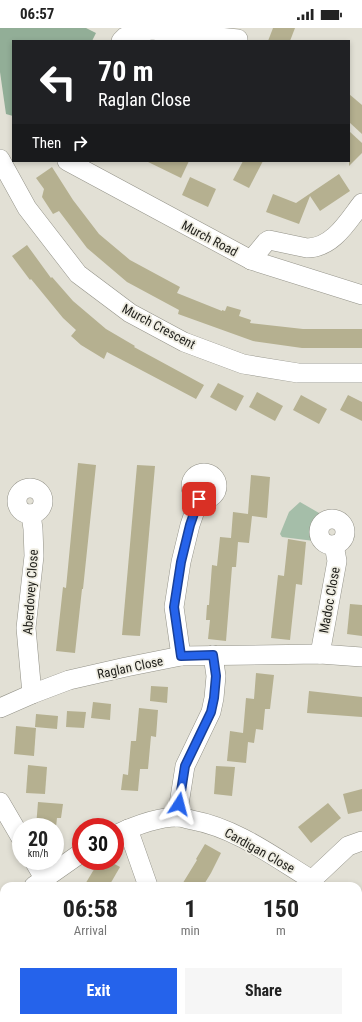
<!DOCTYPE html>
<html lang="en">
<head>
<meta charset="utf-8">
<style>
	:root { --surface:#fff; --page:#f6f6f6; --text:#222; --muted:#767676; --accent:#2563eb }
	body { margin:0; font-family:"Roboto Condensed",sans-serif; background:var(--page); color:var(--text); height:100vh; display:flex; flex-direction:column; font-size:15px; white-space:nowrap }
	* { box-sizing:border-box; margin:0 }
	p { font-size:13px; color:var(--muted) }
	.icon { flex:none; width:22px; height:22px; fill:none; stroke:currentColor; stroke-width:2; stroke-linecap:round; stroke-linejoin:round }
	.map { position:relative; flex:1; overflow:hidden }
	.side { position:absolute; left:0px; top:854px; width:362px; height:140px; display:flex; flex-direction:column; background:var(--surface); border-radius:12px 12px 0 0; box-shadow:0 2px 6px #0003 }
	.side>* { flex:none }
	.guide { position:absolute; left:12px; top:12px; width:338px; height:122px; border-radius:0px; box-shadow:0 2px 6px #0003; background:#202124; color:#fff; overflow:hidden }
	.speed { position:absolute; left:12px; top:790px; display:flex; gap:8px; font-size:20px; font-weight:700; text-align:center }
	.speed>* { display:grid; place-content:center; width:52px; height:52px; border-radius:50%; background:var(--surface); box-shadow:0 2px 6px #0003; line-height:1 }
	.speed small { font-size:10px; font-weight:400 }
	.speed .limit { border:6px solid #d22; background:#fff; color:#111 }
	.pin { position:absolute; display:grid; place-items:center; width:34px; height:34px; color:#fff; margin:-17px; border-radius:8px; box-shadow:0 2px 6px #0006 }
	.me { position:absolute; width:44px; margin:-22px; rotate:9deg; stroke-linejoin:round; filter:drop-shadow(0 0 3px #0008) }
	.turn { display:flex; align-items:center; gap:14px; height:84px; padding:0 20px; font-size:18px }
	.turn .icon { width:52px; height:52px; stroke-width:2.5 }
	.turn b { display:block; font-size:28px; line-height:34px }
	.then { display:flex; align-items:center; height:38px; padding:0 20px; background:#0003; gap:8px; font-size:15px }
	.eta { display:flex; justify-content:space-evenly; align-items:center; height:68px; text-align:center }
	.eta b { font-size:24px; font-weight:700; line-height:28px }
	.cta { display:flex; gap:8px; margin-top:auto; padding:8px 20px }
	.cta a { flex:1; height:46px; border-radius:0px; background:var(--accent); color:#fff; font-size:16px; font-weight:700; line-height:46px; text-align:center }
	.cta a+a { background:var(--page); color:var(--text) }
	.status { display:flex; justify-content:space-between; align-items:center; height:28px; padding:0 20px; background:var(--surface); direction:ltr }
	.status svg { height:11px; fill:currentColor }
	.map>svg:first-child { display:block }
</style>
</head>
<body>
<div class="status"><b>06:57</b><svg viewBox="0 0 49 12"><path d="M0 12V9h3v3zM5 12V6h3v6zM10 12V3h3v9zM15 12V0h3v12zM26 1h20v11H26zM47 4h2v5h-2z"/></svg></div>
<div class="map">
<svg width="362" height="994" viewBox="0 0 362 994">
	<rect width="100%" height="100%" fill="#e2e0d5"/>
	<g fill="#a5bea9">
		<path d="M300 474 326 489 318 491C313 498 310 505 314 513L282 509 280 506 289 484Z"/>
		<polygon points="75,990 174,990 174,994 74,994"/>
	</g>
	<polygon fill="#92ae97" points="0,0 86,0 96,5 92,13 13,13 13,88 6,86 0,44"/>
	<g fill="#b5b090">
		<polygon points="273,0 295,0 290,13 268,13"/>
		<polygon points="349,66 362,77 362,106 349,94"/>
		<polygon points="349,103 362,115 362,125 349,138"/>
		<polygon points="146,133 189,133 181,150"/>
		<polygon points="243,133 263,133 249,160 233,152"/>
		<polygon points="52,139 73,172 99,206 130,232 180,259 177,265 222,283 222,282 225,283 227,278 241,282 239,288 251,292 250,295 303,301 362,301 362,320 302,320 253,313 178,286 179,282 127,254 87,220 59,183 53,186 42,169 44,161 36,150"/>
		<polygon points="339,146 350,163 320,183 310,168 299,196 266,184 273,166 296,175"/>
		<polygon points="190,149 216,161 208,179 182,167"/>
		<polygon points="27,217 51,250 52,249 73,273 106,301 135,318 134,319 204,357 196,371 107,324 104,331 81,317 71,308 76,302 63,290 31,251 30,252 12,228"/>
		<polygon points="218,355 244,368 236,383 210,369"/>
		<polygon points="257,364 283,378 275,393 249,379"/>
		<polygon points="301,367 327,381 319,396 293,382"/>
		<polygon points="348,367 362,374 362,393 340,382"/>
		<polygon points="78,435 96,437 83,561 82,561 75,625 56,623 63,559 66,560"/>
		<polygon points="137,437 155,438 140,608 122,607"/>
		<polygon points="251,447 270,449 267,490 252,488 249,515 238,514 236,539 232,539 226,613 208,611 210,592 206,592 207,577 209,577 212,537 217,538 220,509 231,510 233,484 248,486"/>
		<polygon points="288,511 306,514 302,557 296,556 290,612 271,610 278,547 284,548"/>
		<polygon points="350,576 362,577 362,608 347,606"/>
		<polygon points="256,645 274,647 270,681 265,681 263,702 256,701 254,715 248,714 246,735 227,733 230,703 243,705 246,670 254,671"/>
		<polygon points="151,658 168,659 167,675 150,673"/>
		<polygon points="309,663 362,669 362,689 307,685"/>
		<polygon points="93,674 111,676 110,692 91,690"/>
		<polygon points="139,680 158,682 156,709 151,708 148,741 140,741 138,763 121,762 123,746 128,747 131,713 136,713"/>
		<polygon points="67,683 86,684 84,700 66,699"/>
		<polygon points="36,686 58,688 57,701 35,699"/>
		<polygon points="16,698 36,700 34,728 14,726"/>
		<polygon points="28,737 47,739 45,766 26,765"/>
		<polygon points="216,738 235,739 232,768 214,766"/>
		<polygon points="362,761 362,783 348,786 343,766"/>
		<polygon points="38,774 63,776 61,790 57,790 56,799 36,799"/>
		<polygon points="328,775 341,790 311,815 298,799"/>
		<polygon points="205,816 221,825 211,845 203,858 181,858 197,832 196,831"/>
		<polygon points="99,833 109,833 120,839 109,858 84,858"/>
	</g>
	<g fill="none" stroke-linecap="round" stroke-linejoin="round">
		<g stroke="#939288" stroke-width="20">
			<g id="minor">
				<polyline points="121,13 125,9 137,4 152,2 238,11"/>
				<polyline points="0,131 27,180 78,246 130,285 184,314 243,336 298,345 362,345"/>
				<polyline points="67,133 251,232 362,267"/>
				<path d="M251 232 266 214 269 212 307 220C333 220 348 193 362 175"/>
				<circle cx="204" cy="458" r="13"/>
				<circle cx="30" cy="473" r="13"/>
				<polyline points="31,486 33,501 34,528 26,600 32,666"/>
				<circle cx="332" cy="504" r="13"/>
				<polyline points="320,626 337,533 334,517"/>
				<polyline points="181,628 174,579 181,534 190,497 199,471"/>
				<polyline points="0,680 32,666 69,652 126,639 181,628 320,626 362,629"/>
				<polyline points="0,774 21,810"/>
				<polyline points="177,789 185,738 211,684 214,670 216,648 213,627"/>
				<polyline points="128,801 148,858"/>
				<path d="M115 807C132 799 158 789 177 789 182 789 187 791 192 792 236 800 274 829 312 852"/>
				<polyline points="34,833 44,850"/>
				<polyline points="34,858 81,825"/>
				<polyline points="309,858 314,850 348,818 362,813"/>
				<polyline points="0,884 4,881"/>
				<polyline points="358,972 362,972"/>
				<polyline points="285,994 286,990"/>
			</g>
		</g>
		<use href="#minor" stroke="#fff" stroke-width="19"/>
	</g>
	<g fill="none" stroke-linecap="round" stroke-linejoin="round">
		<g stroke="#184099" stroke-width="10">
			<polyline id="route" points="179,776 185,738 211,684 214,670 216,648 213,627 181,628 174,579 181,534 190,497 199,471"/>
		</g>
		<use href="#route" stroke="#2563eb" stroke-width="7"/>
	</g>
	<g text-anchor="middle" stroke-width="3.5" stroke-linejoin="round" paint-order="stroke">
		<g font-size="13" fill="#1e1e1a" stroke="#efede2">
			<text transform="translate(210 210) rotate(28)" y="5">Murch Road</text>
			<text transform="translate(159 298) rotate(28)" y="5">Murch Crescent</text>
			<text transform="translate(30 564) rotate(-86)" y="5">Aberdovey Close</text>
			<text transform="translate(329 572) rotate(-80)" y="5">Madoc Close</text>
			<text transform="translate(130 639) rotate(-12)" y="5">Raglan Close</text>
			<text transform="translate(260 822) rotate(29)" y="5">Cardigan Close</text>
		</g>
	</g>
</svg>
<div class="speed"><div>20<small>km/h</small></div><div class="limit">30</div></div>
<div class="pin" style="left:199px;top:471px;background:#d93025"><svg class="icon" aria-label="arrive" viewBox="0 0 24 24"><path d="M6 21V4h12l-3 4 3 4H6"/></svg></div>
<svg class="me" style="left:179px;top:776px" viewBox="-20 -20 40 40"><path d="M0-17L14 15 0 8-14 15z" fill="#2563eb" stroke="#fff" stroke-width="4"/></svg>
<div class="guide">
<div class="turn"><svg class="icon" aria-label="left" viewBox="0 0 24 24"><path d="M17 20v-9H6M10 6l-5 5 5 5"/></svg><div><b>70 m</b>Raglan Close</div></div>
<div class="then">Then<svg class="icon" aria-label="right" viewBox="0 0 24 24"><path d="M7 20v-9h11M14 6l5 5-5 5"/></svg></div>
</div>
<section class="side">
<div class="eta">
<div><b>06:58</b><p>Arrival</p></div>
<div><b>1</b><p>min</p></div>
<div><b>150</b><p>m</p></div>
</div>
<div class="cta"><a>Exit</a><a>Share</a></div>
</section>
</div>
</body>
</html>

● ● ●

WHAT YOU NEED TO DO: Quote only the lines from the one containing "<div><b>1</b><p>min</p></div>" through the final line of the records, with both ends included.

SOLUTION FOR THIS PROBLEM:
<div><b>1</b><p>min</p></div>
<div><b>150</b><p>m</p></div>
</div>
<div class="cta"><a>Exit</a><a>Share</a></div>
</section>
</div>
</body>
</html>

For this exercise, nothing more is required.